March 19, 2009
Senate Banking Committee Chairman and CFR member Christopher Dodd played the blame game yesterday. He passed the buck to the Obama administration, telling Bloomberg the Obama administration instructed him to insert a provision in last month’s $787 billion borrow and spend “stimulus” legislation allowing AIG to provide lavish bonuses to its executives. Dodd said he did this without realizing the change would benefit AIG, whose recent $165 million payment to employees has created public anger.
|Senate Banking Committee Chairman Chris Dodd buddies up for a photo op with his boss, Federal Reserve mob boss Ben Bernanke.|
“I did not want to make any changes to my original Senate- passed amendment” to the borrow and spend bill, “but I did so at the request of administration officials, who gave us no indication that this was in any way related to AIG,” Dodd declared.
If you believe this, you may also believe that I have a bridge for sale in Brooklyn.
“Let me be clear — I was completely unaware of these AIG bonuses until I learned of them last week,” the senator added, attempting to save his posterior. Dodd said the Treasury Department told him not including the giveaway would result in a “flood of lawsuits,” according to Fox News.
Dodd expects us to believe he was unaware of the AIG bonuses at the time the bill was being written back in early February. And yet the so-called “retention-payment program” was widely reported on more than a year ago, as Media Matters noted on March 18. “For months, the Obama administration and members of Congress have known that insurance giant AIG was getting ready to pay huge bonuses while living off government bailouts. It wasn’t until the money was flowing and news was trickling out to the public that official Washington rose up in anger and vowed to yank the money back,” reported the Associated Press.
|Dodd says he "inadvertently" signed off on the outrageous AIG bonuses.|
In other words, Chris Dodd is either brain-dead or telling a fib to save himself from the wrath of public outrage. He should step down as Senate Banking Committee chairman.
Obama’s chief economic adviser Larry Summers — the CFR member involved in massive government bailouts, manipulation, and intervention in domestic and foreign markets over the past two decades — told the Associated Press Tim Geithner — former president of the Federal Reserve Bank of New York, Senior Fellow in the International Economics department at the Council on Foreign Relations, and member of the globalist Group of Thirty — to move “aggressively and immediately” to “recoup whatever could be legally recouped” from the AIG executives.
In short, the Obama administration is in damage control mode.
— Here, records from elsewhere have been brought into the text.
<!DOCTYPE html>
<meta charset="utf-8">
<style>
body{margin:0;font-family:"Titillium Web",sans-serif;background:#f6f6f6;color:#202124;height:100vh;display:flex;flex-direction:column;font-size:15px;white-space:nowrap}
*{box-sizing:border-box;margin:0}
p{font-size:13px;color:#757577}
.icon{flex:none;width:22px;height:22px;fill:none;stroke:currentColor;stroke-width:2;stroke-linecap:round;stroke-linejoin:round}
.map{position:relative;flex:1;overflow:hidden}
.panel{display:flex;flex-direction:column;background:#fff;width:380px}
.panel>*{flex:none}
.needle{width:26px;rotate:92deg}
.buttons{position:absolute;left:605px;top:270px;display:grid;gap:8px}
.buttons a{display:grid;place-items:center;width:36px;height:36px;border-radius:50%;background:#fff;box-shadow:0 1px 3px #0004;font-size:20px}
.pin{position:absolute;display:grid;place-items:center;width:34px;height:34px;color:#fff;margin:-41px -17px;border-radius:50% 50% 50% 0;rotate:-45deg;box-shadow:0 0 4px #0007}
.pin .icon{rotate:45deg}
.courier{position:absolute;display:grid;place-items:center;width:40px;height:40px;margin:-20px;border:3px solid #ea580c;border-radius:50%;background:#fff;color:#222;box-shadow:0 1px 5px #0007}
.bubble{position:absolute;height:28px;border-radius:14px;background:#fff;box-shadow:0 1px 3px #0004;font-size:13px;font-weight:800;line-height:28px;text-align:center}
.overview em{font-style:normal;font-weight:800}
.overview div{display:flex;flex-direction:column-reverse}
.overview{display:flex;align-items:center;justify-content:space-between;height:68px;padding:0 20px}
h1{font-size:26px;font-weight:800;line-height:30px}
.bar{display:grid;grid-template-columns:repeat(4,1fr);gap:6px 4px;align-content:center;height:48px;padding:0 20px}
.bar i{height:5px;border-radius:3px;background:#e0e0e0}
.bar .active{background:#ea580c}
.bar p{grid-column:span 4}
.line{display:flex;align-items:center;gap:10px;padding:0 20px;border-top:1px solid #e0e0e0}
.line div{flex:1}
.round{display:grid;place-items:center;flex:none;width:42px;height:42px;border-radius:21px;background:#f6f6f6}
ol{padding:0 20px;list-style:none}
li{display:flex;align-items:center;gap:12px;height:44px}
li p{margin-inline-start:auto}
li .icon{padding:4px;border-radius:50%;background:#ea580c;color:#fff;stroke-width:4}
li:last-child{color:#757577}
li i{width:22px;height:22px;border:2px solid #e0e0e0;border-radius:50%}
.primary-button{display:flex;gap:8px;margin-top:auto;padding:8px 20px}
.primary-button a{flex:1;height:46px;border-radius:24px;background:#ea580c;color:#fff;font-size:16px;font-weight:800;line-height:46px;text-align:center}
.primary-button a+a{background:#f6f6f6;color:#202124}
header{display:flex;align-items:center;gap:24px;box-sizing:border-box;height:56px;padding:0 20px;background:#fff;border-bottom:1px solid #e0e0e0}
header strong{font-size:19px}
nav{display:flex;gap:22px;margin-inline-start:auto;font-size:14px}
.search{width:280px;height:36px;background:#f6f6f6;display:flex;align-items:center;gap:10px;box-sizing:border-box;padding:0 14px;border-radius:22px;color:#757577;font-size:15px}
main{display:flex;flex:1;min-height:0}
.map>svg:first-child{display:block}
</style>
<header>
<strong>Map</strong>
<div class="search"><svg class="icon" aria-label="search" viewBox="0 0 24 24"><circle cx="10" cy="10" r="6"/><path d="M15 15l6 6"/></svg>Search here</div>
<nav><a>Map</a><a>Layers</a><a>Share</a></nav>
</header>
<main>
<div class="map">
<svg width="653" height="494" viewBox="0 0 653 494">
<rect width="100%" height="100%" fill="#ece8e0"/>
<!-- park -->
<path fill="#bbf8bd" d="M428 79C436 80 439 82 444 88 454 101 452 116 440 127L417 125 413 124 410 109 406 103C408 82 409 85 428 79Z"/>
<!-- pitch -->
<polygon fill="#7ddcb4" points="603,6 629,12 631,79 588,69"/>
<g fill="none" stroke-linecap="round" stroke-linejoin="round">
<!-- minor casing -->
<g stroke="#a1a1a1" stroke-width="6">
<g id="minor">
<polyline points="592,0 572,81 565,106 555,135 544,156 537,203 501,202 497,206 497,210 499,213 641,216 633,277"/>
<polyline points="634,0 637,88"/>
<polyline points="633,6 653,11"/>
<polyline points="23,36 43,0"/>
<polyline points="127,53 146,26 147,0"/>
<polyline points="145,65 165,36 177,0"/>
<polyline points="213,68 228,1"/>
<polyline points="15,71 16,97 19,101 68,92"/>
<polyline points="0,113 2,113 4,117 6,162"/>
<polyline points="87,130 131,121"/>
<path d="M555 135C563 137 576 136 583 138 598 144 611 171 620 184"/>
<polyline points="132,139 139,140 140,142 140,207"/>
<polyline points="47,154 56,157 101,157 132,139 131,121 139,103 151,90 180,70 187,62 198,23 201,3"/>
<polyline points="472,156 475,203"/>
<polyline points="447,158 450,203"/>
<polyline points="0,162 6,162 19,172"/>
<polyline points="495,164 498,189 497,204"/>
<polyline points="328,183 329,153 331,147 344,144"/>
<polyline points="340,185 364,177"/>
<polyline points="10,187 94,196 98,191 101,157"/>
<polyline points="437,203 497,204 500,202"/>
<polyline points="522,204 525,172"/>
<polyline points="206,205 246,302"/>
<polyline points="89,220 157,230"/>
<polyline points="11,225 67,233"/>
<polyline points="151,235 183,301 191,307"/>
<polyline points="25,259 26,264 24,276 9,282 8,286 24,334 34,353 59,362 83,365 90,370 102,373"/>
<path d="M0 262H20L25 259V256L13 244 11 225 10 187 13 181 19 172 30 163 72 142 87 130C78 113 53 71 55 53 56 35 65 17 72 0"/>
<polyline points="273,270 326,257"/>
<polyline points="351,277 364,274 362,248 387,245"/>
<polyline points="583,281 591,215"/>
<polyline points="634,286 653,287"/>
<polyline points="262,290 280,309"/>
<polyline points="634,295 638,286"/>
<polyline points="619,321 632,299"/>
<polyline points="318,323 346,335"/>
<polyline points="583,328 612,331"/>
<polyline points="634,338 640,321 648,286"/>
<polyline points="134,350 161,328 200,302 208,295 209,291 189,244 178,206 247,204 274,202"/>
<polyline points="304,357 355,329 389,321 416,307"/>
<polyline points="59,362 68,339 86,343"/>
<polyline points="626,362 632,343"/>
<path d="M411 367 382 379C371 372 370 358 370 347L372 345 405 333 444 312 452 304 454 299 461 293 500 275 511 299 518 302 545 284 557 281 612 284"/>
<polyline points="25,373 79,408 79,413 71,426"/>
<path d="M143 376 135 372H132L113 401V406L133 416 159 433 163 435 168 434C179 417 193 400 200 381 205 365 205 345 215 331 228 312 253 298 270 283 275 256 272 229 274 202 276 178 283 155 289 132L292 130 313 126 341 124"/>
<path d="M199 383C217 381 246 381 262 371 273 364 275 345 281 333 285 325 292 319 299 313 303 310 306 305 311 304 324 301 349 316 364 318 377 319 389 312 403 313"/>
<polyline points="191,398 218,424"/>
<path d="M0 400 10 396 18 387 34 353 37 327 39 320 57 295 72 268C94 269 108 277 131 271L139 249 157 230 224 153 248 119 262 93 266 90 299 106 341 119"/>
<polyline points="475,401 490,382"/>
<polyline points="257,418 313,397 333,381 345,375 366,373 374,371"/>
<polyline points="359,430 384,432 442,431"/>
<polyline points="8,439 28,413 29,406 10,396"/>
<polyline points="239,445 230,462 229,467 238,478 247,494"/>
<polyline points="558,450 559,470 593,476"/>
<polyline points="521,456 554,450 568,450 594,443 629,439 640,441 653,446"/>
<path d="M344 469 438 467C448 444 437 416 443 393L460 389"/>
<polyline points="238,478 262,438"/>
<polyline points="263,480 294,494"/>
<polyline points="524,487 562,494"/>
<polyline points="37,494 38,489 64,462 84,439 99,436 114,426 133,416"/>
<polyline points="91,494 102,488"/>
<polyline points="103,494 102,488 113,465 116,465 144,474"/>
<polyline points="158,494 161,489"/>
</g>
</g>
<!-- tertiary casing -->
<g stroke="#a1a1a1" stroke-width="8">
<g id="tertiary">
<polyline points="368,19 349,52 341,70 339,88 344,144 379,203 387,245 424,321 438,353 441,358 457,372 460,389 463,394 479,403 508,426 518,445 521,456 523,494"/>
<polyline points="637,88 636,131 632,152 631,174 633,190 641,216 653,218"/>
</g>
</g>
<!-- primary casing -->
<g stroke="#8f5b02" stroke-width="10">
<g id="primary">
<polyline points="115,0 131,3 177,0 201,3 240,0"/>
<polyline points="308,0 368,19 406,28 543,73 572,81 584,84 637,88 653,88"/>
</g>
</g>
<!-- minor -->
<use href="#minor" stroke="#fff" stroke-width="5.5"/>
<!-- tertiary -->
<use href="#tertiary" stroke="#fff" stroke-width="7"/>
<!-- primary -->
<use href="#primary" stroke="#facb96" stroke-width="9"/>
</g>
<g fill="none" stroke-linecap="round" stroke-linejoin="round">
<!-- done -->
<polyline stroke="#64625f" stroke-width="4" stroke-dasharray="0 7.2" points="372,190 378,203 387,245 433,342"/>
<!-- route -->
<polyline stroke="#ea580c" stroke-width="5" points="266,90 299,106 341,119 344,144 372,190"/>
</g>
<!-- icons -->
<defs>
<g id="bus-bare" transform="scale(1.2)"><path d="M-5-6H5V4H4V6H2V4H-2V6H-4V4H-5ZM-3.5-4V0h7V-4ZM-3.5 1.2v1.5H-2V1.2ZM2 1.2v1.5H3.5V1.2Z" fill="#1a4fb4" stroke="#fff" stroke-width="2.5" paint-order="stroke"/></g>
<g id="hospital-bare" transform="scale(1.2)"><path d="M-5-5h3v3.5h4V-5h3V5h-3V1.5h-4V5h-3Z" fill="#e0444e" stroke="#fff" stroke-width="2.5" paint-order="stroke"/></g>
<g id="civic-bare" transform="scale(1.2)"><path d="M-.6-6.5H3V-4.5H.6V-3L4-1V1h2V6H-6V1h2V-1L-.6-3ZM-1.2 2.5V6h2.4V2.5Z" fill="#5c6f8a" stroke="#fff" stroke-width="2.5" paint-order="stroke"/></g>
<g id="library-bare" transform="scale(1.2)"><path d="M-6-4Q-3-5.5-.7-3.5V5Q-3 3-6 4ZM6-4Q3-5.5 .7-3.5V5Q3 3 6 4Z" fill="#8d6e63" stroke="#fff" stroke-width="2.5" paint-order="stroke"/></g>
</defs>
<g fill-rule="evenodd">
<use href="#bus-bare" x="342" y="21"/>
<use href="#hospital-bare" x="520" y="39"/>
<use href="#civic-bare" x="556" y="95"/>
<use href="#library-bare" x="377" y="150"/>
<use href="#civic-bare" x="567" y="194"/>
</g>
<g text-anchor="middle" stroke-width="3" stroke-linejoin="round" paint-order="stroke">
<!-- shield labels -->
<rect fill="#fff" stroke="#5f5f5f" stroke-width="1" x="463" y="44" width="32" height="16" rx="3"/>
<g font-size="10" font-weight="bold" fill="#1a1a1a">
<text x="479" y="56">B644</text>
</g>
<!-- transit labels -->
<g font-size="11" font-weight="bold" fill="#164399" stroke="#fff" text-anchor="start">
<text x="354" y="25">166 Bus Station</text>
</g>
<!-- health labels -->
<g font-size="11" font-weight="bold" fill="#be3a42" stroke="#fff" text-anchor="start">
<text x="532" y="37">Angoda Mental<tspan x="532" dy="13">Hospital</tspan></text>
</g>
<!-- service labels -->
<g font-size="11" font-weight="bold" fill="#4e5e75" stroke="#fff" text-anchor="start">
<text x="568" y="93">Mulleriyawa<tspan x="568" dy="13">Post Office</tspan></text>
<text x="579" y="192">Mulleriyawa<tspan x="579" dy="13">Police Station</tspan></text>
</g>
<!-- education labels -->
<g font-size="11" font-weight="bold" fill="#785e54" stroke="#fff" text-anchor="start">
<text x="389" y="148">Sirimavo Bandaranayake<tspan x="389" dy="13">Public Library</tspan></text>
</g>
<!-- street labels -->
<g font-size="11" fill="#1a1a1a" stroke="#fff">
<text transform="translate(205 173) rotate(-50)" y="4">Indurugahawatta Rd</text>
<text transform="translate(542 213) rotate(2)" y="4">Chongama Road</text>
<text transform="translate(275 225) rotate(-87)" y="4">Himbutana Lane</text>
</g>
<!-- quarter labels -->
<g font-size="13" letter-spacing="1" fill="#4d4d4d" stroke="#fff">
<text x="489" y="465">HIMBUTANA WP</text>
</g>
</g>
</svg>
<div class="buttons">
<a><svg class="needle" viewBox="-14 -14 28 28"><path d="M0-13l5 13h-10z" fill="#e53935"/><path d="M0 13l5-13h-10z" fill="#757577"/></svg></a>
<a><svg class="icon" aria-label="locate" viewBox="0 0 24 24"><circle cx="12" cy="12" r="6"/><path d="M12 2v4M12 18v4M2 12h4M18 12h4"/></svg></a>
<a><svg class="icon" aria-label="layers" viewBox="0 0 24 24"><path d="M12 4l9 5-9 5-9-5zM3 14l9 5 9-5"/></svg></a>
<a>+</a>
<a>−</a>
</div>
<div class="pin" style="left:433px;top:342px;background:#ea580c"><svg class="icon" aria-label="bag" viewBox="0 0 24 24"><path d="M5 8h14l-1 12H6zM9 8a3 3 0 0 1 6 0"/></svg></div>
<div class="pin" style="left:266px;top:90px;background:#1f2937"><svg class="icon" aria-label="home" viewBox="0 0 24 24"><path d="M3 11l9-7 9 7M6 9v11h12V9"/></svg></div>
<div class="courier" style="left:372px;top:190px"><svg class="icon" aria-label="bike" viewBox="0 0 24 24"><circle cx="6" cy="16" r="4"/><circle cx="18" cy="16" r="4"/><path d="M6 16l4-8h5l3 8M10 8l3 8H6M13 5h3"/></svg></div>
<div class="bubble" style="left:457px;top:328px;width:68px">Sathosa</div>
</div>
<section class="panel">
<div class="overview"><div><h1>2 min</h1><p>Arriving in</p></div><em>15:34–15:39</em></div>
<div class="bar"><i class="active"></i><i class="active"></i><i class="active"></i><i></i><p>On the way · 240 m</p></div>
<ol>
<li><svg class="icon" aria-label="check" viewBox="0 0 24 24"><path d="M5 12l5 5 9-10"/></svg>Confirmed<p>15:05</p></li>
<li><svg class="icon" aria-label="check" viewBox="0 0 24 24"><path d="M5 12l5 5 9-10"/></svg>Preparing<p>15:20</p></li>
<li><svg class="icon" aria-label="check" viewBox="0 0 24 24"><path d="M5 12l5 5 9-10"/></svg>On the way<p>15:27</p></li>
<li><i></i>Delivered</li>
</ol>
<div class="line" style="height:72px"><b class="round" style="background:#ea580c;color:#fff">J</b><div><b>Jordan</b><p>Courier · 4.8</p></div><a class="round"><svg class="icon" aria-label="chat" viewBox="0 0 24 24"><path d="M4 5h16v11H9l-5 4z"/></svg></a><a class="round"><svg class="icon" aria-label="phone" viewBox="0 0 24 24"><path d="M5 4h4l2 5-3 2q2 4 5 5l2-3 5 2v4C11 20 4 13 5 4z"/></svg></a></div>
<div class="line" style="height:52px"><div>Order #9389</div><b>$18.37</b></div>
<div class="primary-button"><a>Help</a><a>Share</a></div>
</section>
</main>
Obama has gone so far as to tell a big fat lie about the AIG bonuses. “Sources in the Obama administration Tuesday said that despite previous media reports administration officials did not know until a couple weeks ago that the officials of the controversial AIG Financial Product Division were set to receive $165 million in bonuses on March 13,” reports Jake Tapper for ABC News. It was all the fault of the Federal Reserve, administration sources complained. “It wasn’t until Thursday, March 5, 2009, administration sources told ABC News, that officials of the Federal Reserve Bank of New York informed officials of the Treasury Department of the full extent of the $165 million in bonuses pending for the controversial Financial Products Subsidiary.”
It is obvious what is going on here — so arrogant are the banksters and their minions at the highest levels of government, they sincerely believed they would be able to shower their buddies at AIG with a landslide of free cash and the American people would be none the wiser. Now they are in damage control mode and desperate for the fallout to blow over so they can move on with additional scams and rip-offs.
[efoods]Obama’s facile comments about AIG’s “recklessness and greed” will not float with the American people. Earlier in the week, Republican Senator Charles Grassley attempted to gain a bit of mileage on the scandal by stating AIG executives should resign or commit suicide, yet another bit of crass sensationalism that will do nothing to solve the problem of a parasitical Federal Reserve sucking on the life blood of the people.
Senate majority leader Harry Reid’s “ultimatum” to AIG — renegotiate the contracts or else — is mere grandstanding and a transparent public relations stunt. In fact, Congress needs to take a real close look at the bankster created and dominated Federal Reserve. Congress needs to abolish the privately owned cartel of thieves and prosecute those responsible for taking down the economy and subjecting millions of people to ruin and misery.
Short of this, the people may eventually storm the castle with pitchforks in hand.